(Saved entries)
>>>>>

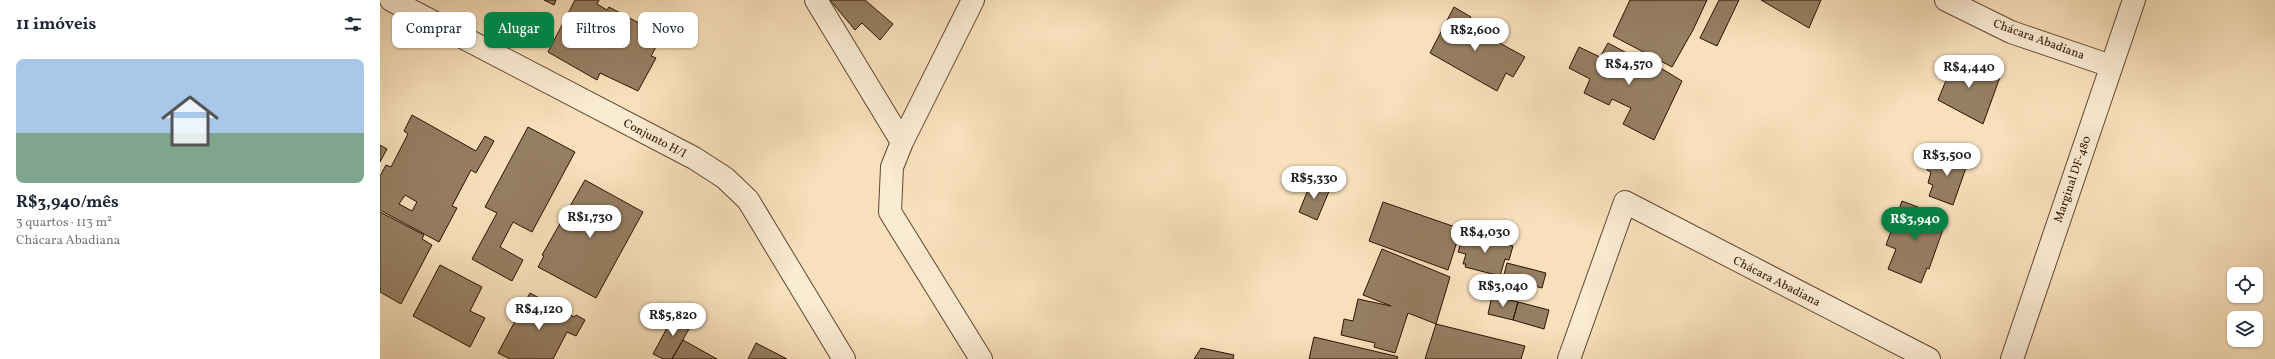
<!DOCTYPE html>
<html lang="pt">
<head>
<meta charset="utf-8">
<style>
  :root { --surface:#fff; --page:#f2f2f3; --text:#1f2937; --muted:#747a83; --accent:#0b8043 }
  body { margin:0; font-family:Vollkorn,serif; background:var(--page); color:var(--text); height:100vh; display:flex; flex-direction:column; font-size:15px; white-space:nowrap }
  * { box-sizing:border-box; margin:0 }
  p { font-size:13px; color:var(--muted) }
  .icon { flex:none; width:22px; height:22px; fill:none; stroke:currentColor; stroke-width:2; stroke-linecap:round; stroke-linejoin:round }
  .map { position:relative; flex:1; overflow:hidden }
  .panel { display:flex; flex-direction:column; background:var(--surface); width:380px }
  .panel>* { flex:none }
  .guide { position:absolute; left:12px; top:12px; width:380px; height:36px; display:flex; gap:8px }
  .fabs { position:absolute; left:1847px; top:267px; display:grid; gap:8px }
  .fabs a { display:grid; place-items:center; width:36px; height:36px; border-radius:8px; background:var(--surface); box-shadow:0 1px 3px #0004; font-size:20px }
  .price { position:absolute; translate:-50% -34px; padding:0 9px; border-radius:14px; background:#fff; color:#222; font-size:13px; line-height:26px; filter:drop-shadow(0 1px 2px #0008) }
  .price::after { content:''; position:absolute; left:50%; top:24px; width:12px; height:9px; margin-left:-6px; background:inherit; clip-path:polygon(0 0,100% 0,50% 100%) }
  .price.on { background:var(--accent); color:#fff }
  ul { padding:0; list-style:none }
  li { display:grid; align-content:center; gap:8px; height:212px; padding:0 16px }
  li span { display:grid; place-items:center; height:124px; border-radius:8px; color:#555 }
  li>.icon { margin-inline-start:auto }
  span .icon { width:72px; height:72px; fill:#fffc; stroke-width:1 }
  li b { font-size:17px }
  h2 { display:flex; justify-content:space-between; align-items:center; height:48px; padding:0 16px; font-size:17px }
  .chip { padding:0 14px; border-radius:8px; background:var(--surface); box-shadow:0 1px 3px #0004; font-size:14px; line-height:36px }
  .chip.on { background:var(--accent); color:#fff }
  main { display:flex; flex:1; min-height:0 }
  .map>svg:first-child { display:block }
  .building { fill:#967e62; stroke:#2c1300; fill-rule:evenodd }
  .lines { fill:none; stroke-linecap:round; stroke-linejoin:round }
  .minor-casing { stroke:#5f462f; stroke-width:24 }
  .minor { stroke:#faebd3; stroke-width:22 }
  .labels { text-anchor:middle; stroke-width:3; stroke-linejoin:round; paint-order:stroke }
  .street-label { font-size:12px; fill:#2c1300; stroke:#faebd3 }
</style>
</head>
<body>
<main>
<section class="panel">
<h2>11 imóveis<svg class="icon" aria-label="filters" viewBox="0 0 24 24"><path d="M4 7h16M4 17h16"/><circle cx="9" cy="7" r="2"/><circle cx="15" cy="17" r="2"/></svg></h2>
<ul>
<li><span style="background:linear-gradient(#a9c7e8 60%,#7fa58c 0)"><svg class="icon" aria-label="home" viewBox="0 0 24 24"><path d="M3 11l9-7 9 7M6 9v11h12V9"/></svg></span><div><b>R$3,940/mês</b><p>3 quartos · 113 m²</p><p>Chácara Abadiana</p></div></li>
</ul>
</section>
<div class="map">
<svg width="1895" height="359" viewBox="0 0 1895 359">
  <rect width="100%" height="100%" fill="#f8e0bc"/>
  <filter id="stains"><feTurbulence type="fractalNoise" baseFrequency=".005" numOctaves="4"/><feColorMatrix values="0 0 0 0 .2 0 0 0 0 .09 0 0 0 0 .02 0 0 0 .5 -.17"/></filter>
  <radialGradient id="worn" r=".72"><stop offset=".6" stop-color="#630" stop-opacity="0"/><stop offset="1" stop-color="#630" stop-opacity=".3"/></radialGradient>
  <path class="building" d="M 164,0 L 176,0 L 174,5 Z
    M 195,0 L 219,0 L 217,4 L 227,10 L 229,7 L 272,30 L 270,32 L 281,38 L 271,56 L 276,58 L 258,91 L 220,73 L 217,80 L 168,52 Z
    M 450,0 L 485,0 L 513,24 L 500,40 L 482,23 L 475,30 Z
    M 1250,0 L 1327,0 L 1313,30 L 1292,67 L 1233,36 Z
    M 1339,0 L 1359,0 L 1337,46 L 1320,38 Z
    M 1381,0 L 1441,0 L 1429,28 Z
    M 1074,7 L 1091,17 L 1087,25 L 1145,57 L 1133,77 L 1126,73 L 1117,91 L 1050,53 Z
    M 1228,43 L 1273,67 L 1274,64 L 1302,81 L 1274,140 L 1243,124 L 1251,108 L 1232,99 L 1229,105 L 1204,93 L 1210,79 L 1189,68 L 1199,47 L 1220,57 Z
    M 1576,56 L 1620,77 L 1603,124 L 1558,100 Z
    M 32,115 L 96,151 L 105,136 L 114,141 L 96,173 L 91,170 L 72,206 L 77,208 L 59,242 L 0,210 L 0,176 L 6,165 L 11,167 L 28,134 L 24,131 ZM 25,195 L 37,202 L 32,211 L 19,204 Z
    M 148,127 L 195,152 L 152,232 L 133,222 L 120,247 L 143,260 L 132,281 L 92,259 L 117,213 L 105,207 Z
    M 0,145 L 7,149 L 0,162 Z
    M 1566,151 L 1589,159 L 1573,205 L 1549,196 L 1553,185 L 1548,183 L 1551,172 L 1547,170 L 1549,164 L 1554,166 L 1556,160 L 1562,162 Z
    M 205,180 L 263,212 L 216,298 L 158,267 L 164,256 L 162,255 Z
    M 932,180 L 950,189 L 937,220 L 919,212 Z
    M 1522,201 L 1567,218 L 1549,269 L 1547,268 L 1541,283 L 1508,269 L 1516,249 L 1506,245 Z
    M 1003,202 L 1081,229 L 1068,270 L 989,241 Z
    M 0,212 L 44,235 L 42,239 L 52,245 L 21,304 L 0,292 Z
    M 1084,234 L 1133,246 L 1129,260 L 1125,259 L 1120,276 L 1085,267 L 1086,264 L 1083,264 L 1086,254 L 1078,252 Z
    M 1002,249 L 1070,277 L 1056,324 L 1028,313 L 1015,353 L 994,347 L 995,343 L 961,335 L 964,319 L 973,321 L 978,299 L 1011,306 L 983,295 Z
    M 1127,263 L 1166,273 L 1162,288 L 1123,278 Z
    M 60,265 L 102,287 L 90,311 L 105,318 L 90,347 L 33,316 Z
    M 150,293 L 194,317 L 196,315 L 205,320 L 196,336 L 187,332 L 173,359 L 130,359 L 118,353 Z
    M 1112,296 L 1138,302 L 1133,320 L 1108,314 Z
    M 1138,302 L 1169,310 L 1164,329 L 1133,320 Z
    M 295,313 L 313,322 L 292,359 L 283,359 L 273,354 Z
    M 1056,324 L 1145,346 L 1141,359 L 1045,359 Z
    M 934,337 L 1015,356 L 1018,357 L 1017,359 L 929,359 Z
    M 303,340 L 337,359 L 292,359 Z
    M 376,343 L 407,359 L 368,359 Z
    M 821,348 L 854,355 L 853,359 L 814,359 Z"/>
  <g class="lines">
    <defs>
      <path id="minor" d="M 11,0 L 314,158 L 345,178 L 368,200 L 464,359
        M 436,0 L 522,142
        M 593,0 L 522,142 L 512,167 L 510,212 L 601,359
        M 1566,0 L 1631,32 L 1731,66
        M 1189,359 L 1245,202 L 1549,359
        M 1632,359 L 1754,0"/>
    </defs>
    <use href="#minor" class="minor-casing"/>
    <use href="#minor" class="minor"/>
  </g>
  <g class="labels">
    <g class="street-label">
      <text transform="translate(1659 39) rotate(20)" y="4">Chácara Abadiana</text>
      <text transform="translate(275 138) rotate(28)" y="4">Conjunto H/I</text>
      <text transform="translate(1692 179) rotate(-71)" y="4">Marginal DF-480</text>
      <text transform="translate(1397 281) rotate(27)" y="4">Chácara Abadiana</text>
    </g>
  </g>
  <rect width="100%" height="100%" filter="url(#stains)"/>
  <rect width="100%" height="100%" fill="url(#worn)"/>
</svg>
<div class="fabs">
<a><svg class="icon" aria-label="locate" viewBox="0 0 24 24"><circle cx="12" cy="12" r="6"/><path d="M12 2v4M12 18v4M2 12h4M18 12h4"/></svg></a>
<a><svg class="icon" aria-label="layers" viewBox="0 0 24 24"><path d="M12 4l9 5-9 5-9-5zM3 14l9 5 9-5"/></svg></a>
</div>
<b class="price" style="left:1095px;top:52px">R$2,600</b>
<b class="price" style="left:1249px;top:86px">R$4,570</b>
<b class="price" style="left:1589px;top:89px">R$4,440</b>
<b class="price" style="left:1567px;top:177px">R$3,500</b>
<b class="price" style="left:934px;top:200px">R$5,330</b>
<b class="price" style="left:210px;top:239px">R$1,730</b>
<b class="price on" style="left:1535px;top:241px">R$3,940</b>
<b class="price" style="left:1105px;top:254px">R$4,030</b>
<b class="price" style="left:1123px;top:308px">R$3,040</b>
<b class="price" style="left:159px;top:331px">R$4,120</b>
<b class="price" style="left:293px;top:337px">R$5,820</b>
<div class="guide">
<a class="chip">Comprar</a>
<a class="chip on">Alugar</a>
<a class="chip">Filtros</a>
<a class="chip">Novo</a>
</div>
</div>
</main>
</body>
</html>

<<<<<
>>>>>

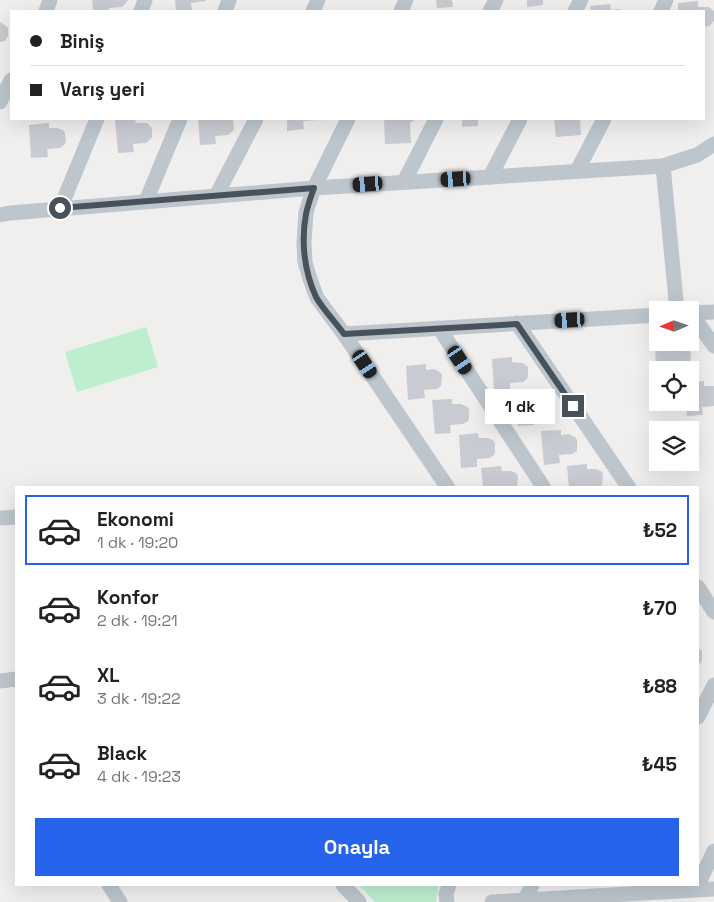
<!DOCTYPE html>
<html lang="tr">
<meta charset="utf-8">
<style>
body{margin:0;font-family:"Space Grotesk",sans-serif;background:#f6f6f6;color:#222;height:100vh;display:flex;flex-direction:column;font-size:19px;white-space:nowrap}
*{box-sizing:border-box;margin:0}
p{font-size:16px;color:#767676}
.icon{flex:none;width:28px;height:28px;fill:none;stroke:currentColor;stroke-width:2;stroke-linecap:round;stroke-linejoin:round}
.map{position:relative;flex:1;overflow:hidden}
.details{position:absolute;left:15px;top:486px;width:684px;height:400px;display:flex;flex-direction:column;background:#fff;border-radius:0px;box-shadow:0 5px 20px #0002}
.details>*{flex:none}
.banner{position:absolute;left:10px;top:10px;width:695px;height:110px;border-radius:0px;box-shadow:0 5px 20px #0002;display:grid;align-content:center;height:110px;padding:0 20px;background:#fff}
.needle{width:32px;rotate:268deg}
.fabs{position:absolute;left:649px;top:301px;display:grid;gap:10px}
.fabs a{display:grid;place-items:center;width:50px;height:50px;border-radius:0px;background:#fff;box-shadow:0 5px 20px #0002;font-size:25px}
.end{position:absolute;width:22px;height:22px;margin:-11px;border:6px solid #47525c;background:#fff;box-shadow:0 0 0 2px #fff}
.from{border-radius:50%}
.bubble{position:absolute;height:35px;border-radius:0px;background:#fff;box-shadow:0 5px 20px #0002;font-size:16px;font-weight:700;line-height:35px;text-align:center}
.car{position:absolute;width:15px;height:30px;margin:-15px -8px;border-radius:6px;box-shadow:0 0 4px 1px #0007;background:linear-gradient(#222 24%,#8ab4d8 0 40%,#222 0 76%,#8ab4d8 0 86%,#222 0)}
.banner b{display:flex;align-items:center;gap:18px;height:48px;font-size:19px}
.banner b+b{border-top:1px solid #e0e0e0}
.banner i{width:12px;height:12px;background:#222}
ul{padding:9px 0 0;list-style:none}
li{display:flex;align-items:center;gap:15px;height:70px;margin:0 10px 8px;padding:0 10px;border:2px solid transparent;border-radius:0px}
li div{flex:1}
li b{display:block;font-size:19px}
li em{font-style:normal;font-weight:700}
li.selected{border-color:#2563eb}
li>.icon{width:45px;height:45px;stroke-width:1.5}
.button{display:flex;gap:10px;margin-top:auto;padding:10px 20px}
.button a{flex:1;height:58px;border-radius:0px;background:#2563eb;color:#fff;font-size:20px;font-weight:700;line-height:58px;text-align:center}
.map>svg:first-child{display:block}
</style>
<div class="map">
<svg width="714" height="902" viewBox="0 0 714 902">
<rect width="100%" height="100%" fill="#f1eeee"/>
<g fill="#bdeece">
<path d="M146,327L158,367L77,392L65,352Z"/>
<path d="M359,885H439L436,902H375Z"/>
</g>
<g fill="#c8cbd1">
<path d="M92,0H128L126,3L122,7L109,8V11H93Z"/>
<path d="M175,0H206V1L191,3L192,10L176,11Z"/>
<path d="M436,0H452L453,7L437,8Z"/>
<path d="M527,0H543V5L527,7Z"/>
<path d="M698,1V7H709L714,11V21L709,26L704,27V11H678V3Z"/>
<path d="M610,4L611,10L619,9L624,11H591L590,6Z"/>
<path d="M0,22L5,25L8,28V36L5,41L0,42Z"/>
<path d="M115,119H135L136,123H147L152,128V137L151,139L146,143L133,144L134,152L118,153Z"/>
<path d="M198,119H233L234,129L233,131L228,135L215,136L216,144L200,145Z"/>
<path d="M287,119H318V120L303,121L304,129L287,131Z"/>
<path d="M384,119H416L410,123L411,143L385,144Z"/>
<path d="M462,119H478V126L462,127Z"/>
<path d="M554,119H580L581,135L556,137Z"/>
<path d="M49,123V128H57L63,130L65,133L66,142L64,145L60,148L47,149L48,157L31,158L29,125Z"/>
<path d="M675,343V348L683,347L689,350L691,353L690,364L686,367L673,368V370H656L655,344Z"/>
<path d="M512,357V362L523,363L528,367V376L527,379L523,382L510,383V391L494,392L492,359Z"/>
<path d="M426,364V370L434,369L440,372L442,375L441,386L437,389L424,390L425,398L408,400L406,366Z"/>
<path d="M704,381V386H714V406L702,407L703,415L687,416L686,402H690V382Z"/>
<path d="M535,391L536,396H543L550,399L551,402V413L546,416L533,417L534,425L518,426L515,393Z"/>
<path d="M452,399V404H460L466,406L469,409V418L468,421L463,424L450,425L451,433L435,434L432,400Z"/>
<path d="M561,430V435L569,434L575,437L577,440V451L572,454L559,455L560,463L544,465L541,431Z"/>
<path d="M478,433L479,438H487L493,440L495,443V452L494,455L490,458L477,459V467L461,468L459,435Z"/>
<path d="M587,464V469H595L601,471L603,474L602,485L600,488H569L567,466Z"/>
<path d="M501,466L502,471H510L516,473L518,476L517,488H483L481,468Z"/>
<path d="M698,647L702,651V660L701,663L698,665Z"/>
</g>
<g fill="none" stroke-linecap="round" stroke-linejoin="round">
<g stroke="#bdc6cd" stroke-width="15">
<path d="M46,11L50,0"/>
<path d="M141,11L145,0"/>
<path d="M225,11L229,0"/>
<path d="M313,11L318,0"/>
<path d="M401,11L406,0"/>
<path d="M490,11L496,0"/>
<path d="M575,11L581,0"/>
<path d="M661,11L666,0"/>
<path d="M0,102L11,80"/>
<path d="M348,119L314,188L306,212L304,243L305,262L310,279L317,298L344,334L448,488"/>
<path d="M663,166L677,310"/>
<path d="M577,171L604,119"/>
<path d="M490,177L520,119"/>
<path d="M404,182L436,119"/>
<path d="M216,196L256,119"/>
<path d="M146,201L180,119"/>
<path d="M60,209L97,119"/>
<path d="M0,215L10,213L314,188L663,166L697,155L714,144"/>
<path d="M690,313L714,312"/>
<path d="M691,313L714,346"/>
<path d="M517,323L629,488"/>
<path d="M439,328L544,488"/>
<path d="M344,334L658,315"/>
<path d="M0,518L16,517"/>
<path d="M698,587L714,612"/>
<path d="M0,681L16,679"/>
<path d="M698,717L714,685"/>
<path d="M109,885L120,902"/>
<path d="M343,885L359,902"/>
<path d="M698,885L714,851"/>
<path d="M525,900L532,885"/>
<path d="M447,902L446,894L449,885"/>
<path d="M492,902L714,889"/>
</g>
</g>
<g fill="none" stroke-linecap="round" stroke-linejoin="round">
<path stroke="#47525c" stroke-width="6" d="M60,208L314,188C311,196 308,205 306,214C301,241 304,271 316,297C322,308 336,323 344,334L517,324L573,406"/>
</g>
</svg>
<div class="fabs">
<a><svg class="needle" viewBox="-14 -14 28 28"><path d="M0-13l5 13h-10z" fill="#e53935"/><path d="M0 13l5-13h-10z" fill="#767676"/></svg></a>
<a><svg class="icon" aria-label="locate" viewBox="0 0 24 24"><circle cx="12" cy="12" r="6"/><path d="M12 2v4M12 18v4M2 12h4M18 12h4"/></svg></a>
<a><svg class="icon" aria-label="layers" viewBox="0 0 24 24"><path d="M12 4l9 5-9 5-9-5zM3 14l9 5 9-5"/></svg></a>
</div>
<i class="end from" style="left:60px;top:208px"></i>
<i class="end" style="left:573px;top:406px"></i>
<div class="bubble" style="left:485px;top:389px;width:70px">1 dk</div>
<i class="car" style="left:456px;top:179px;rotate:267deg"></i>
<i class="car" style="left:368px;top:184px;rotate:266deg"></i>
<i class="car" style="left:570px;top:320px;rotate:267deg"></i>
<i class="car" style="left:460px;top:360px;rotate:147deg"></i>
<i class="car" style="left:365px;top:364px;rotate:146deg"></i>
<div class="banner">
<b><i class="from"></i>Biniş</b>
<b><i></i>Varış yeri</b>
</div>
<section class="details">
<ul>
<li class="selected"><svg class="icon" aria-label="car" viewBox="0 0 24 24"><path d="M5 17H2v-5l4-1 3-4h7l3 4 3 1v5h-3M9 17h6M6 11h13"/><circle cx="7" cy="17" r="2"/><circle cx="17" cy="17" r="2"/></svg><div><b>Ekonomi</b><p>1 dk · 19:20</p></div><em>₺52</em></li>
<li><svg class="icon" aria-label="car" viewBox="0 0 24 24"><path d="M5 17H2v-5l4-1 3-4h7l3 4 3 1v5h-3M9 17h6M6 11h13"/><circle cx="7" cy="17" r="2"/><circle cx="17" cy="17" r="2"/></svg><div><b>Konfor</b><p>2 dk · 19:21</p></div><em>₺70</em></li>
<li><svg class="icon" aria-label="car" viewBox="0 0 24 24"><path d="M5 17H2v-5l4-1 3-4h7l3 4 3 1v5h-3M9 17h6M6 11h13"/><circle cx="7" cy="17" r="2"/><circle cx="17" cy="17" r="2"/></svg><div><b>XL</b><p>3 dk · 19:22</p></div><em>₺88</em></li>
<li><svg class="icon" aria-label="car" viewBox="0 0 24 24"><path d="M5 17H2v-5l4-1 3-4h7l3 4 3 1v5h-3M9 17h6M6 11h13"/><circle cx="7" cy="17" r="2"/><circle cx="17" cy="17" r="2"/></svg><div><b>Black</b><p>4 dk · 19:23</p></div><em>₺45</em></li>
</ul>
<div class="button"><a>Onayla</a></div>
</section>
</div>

<<<<<

What are the lines above that hold the string "panel"? Copy them.

  .panel { display:flex; flex-direction:column; background:var(--surface); width:380px }
  .panel>* { flex:none }
<section class="panel">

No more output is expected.